Ulf was standing a little way away, with his sti
ck outstretched in his hand, reading their position. Corban got up, stretched, and went down the beach to make water. From the dark he turned and looked at the fire, its tiny shell of yellow light, the men slumped around it; he thought for an instant he could walk away and leave them, go into the dark forest, and live there.
He thrust off that idea. Somehow he was going to get back to the right side of the sea, to Hedeby. He started back toward the fire, and as he walked toward them the other men began to shout, a sudden, loud outburst of voices in the windy darkness.
“You did this, Ulf—You got us cast away—”
Ulf was arguing with them, his hands raised, but suddenly the two other men sprang on him, one from either side.
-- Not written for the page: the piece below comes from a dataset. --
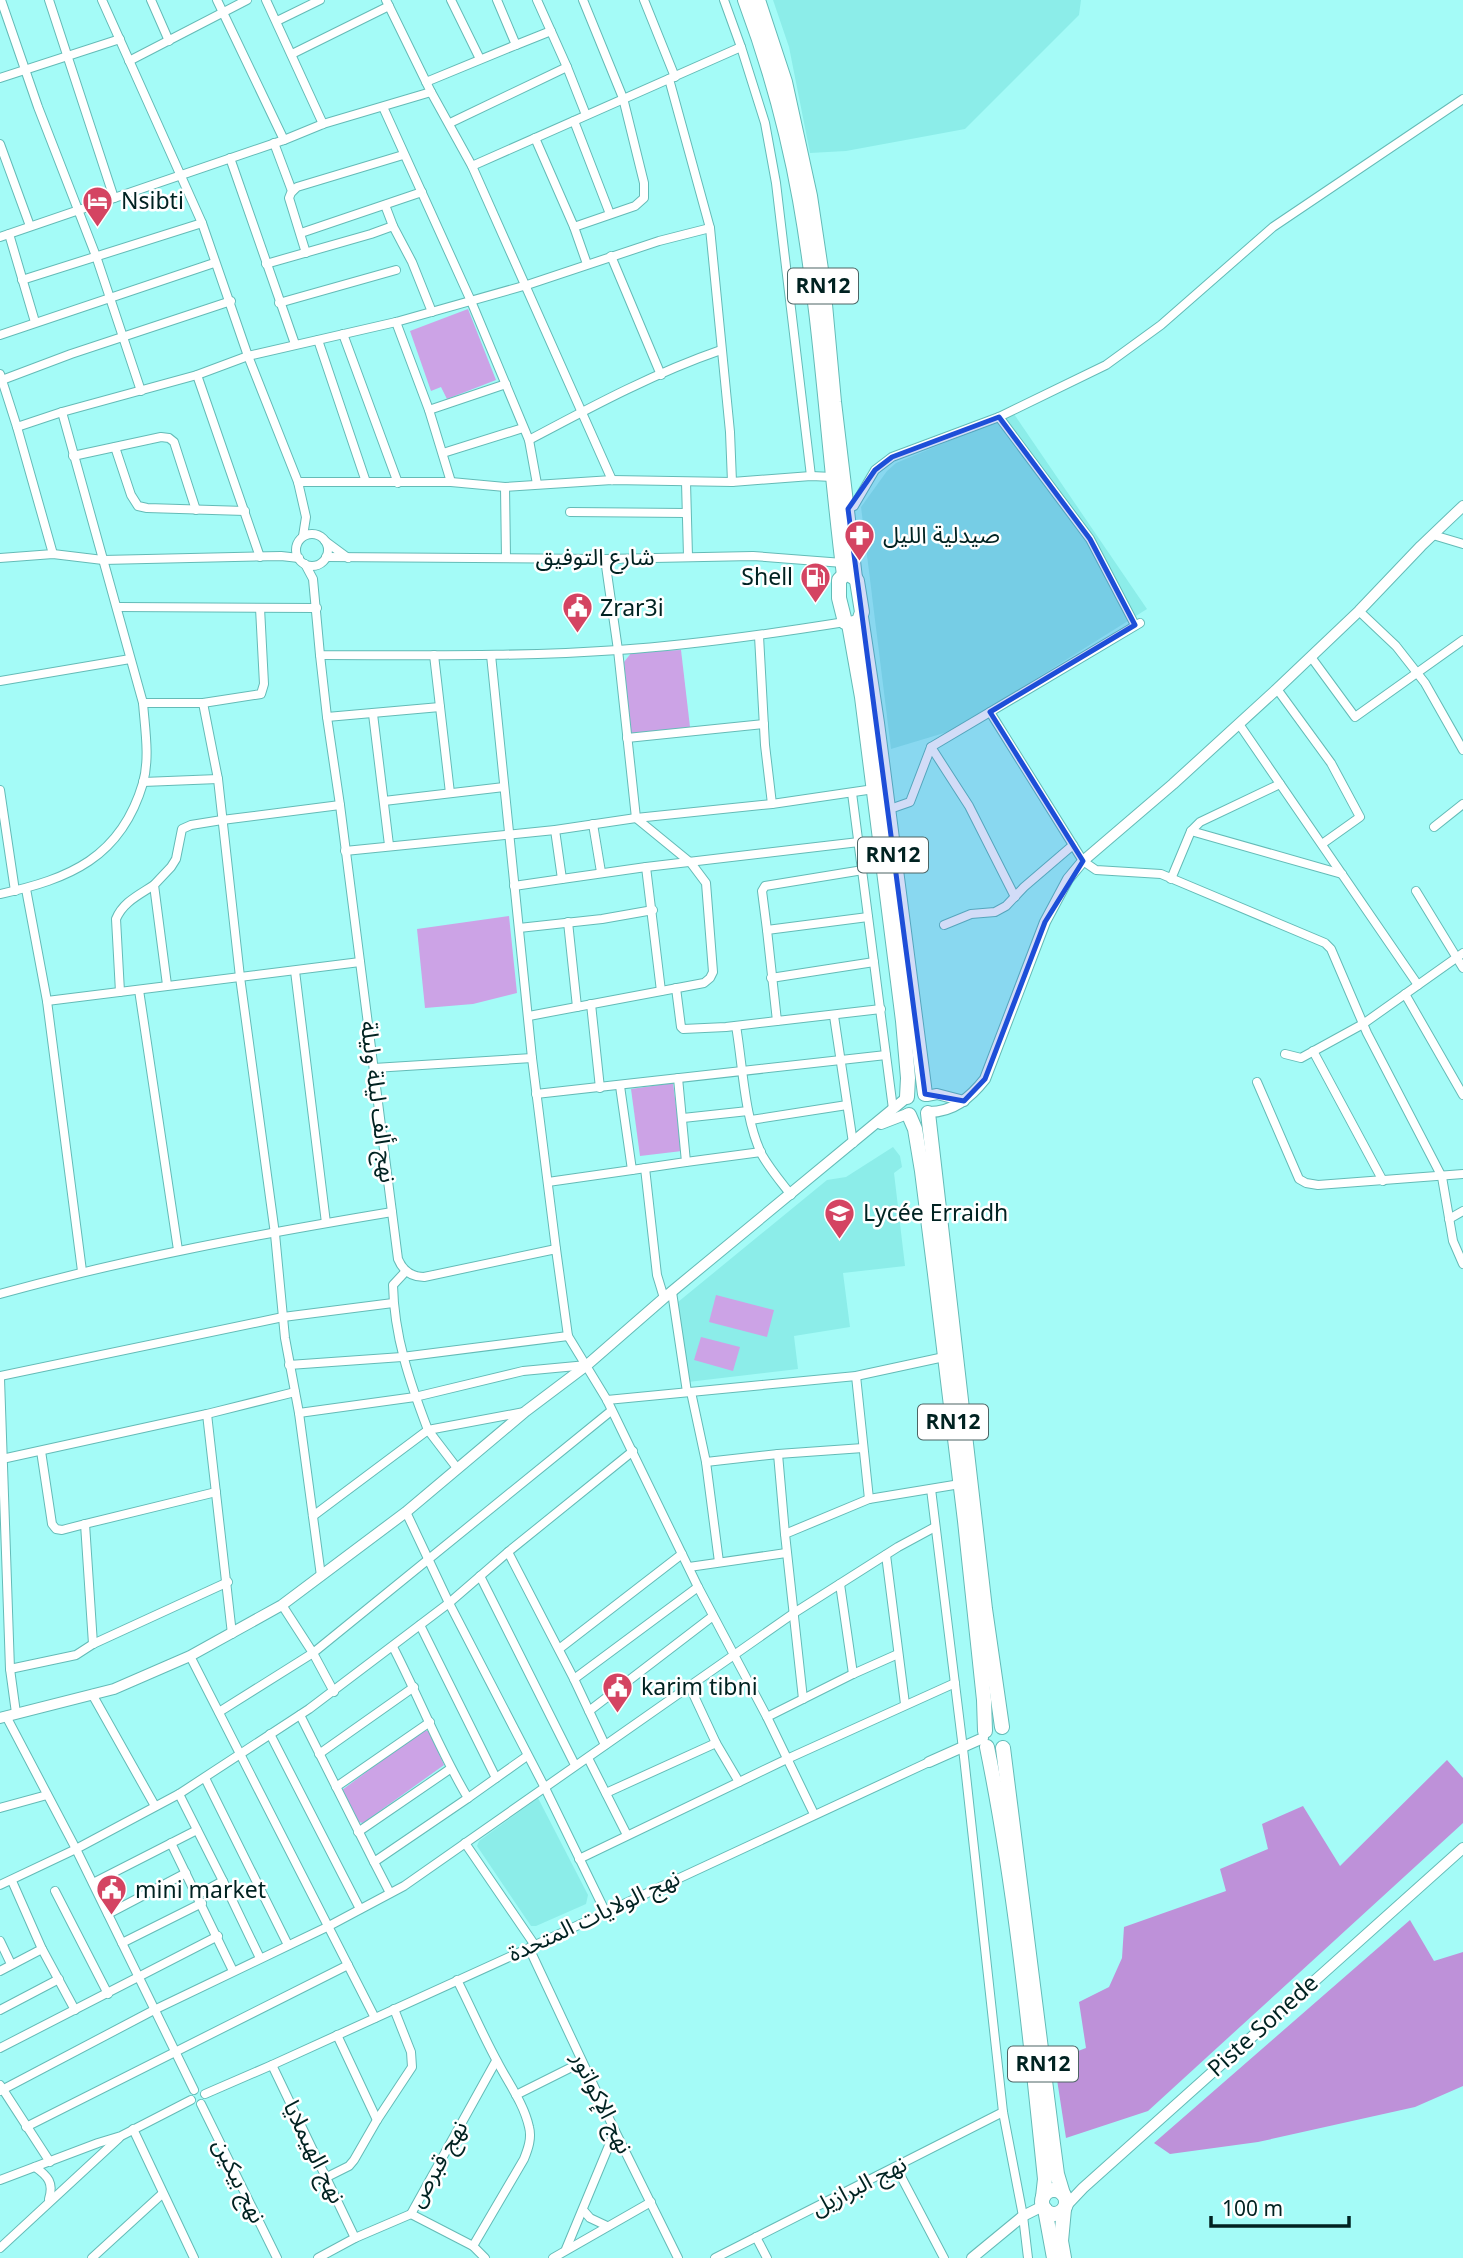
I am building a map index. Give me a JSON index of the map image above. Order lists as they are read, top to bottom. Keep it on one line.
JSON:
{"streets":{"highway":["RN12"],"street":["شارع التوفيق","نهج ألف ليلة وليلة","نهج الولايات المتحدة","Piste Sonede","نهج الإكواتور","نهج الهيملايا","نهج قبرص","نهج بيكين","نهج البرازيل"]},"crossings":[["RN12","شارع التوفيق"],["RN12","نهج الولايات المتحدة"],["RN12","Piste Sonede"],["نهج الولايات المتحدة","نهج الإكواتور"],["نهج الولايات المتحدة","نهج الهيملايا"],["نهج الولايات المتحدة","نهج بيكين"],["نهج الهيملايا","نهج قبرص"]],"places":{"hotel":["Nsibti"],"pharmacy":["صيدلية الليل"],"fuel station":["Shell"],"public building":["Zrar3i","karim tibni","mini market"],"school or university":["Lycée Erraidh"]},"scale_bar":"100 m"}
Corban saw a knife blade flash in the firelight.
He broke into a run toward them. Before he could reach them the three men went down in a tangle of thrashing bodies. He leapt on them, seized the upstretched arm with the knife, and wrenched, and kicked out at the other men rolling and snarling on the sand.
“Stop!” He flung cockeyed Floki down on his face on the sand and tore the knife out of his grasp. Ulf and Gisur were thrashing around on the ground, locked in each other’s arms, growling and shrieking, and Corban walked into them, driving his feet into their bodies, until they broke apart, whining. He grabbed Ulf by the shoulder and yanked him up onto his feet, and aimed the knife in his hand at the other man.
“Harm him and I’ll kill you. He’s the only one who knows how to get us back home.”
The little blonde man was panting. Sand smeared the side of his face. He showed his mottled brown teeth in a snarl. “Home. We’ll never get home. It’s all his fault. Tell him, Ulf.”
Corban still held Ulf by the shoulder. The captain stood docilely in his grip, his head down.
“What?” Corban said.
“We’re way far south,” Ulf said.
“You said we were north.”
“I made a mistake.” Ulf’s eyes glittered. “The sea was rough when I took the other reading. It wasn’t my fault, nobody could have read it well.”